C # locate all cup Problems

Source: Internet
Author: User
Tags wrappers high cpu usage

Abstract:

When the CPU usage of A. NET application suddenly remains high in the production environment, how can we quickly and accurately locate the problem and minimize the impact on real-time business? How can I know what your application is doing without capturing dump or using live debug? How can I check which thread causes the CPU to rise and what code is being executed by this thread?

Analysis:
There are many reasons for CPU increase,
1. Sometimes the application load is high, and the CPU will naturally be increased and increased by business requests;
2. Sometimes high CPU resources are recycled due to GC;
3. Sometimes the code executed by a thread is in an endless loop under some circumstances;
4. Sometimes it is because the lock contention is too fierce. After the lock on a resource is released, the waiting thread will get the lock;
5. Sometimes it is caused by too many threads and too frequent context switching.
6. Too many exceptions are thrown every second.
One-by-one analysis
1. We usually use some counters to observe the load and concurrent requests of the actual application, such as the number of requests received per second. Therefore, the CPU usage caused by the increase in business volume is high and it is easy to determine.
2. the CPU percentage used by GC has a dedicated counter.
3. If a piece of code falls into an endless loop and causes high CPU usage, just capture dump and check it ~ * E! Clrstack and! Runaway is still difficult to locate,
A) generally, it takes several consecutive dump attempts and then uses them! Runaway checks which threads have a very low time difference in user State, and then checks the call stack of the thread.
B) Recording thread/thread ID and thread/% processor time counters, simultaneously capturing dump, find the thread ID with high CPU consumption from the counter, then we can look at the local variables of the Call Stack and call stack parameters from dump.
4. There are also related. Net counters for Lock contention.
5. The number of threads of each process and the number of context switches per second can also be viewed directly by counters.
6. The exception thrown every second can also be viewed as a direct counter.

Ideas:
1. We can see from the above that 3rd types of land are difficult to troubleshoot, and it is sometimes easy to capture the service s when capturing dump. If it is a stateful service, the consequences of killing the service are very serious, therefore, we have to come up with a more lightweight method to obtain the call stack of each thread of the service. In fact, the CLR itself has some interfaces that support debugging, all of which are com,. net has some packaging for this, you can use C # to use these debugging APIs, of course, include attaching to the process to obtain all the thread call stack functions. This dll is called mdbgcore. dll in the. net sdk.
2. In addition, the counter. Net has a ready-made class, which was introduced in the previous post.
3.. Net also provides some APIs for process management to obtain information about the number of threads of a process, startup time of each thread, user-state time, thread status, and priority.

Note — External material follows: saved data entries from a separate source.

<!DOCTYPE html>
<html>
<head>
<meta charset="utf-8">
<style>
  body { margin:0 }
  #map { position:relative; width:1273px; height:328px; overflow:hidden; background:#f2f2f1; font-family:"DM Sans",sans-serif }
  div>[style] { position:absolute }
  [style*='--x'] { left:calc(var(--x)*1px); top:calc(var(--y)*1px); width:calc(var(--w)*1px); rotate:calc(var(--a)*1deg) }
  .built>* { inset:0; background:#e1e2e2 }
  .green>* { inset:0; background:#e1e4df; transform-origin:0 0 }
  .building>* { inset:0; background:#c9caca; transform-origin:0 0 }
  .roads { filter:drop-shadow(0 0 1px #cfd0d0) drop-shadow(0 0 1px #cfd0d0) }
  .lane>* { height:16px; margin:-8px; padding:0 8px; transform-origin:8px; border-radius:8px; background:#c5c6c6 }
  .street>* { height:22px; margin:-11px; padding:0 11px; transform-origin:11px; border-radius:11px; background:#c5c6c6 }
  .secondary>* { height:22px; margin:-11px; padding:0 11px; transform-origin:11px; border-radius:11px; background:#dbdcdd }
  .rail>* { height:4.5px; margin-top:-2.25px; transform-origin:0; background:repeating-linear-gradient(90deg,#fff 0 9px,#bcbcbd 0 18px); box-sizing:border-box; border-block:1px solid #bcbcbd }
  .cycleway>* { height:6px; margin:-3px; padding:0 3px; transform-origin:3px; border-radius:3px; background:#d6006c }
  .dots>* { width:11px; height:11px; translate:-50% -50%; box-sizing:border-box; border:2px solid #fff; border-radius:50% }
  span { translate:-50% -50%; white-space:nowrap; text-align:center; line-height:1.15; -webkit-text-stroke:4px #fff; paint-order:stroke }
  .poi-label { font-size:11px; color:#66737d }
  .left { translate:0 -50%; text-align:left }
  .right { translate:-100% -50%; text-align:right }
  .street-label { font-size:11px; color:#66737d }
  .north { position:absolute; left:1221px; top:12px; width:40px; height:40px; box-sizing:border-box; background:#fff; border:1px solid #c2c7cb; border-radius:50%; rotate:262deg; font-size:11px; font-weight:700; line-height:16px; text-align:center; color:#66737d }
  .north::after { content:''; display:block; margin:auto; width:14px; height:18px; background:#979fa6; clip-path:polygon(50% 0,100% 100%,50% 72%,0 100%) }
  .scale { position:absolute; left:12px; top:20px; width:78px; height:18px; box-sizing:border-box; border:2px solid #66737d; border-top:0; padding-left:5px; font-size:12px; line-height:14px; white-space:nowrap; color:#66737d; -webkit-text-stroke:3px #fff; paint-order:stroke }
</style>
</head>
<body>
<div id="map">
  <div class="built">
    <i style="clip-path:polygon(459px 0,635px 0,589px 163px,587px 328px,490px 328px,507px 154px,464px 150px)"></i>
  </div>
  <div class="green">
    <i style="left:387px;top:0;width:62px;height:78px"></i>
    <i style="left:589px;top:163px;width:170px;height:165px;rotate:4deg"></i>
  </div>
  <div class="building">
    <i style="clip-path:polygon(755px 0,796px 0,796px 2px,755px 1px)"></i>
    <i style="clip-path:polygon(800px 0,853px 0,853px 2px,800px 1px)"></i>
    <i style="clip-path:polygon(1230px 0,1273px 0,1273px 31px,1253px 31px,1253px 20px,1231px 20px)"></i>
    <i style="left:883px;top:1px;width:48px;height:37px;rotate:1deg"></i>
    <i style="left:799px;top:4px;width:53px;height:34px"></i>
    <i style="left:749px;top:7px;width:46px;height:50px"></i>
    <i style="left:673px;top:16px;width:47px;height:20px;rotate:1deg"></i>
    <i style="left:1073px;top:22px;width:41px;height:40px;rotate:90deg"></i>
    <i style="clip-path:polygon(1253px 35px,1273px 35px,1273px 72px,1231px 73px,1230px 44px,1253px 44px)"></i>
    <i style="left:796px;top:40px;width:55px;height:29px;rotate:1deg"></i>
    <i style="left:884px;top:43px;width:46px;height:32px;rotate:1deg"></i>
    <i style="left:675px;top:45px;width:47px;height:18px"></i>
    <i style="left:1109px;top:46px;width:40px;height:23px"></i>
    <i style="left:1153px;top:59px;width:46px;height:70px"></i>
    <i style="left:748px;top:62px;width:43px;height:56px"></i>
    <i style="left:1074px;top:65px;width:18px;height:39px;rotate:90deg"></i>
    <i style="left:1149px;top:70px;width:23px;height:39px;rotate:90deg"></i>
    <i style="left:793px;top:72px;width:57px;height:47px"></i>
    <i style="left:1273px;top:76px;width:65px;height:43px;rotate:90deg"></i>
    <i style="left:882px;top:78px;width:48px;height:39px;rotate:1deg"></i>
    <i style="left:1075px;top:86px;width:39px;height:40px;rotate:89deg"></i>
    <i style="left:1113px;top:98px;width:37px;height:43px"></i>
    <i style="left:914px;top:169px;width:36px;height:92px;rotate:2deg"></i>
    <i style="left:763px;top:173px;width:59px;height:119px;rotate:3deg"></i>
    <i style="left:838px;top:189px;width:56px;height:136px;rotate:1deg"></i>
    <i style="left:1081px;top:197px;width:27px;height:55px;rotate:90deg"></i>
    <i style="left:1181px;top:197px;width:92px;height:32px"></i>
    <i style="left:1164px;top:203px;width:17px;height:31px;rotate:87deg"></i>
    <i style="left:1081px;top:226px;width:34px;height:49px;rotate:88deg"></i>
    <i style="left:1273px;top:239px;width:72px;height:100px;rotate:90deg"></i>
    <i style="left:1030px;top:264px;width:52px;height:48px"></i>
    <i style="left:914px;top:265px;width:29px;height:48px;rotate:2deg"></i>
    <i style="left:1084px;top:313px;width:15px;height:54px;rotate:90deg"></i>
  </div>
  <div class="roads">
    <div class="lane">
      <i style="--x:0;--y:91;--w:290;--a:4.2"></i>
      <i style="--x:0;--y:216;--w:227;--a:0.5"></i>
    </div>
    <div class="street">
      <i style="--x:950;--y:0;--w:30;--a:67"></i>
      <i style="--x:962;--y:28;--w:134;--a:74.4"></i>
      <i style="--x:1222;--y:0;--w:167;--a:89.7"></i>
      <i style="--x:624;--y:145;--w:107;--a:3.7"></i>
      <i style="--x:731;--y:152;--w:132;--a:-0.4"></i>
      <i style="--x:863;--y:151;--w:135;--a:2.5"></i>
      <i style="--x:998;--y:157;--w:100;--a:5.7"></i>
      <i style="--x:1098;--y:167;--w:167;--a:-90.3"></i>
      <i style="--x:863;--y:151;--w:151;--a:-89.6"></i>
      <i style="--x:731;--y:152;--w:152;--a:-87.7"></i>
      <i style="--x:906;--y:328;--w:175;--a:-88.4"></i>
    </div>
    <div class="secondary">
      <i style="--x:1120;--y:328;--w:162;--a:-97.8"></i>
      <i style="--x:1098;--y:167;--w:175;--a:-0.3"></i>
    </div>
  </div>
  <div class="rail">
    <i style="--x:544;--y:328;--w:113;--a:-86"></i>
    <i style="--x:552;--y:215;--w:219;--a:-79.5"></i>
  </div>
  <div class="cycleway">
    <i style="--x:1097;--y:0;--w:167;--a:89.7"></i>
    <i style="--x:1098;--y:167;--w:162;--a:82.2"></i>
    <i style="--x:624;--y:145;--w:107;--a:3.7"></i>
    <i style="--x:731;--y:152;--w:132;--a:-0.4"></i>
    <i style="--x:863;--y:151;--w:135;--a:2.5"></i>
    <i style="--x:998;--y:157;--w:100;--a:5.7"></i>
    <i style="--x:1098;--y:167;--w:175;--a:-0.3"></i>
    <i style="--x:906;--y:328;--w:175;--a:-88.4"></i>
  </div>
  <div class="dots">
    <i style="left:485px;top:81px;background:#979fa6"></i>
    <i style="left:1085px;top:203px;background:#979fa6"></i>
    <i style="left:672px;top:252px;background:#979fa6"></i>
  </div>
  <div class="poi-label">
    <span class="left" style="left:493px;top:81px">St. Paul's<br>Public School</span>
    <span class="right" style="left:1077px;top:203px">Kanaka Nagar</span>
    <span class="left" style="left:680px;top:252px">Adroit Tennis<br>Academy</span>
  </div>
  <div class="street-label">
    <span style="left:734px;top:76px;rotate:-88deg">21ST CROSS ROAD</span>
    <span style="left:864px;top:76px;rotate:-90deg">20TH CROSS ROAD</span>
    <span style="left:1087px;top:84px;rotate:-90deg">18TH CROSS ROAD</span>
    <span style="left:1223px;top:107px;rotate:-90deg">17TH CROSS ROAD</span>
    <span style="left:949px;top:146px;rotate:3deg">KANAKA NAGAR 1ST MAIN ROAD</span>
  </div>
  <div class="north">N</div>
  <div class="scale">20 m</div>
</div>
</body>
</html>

With the above knowledge points, we can combine them to write a tool that intelligently locates high CPU problems.

High CPU demo
First, we will write a CPU-high demo. Method A does not consume much CPU because of sleep, while Method B does not. Therefore, we will execute a floating point operation, therefore, the CPU usage increases (one CPU resource is occupied ).
Using system; <br/> using system. threading; </P> <p> namespace hightcpudemo <br/>{< br/> internal class Program <br/>{< br/> Private Static void main (string [] ARGs) <br/>{< br/> New thread (). start (); <br/> New thread (B ). start (); <br/> console. readkey (); <br/>}</P> <p> Private Static void a (object state) <br/>{< br/> while (true) <br/>{< br/> thread. sleep (1000); <br/>}</P> <p> Private Static void B (object state) <br/>{< br/> while (true) <br/>{< br/> double D = new random (). nextdouble () * new random (). nextdouble (); <br/>}< br/>

Code Implementation

Our goal is to find Method B while the program is running, and confirm that it is the cause of CPU height. The Code is as follows. I don't want to explain it very much. The code is not complicated and focuses on the idea.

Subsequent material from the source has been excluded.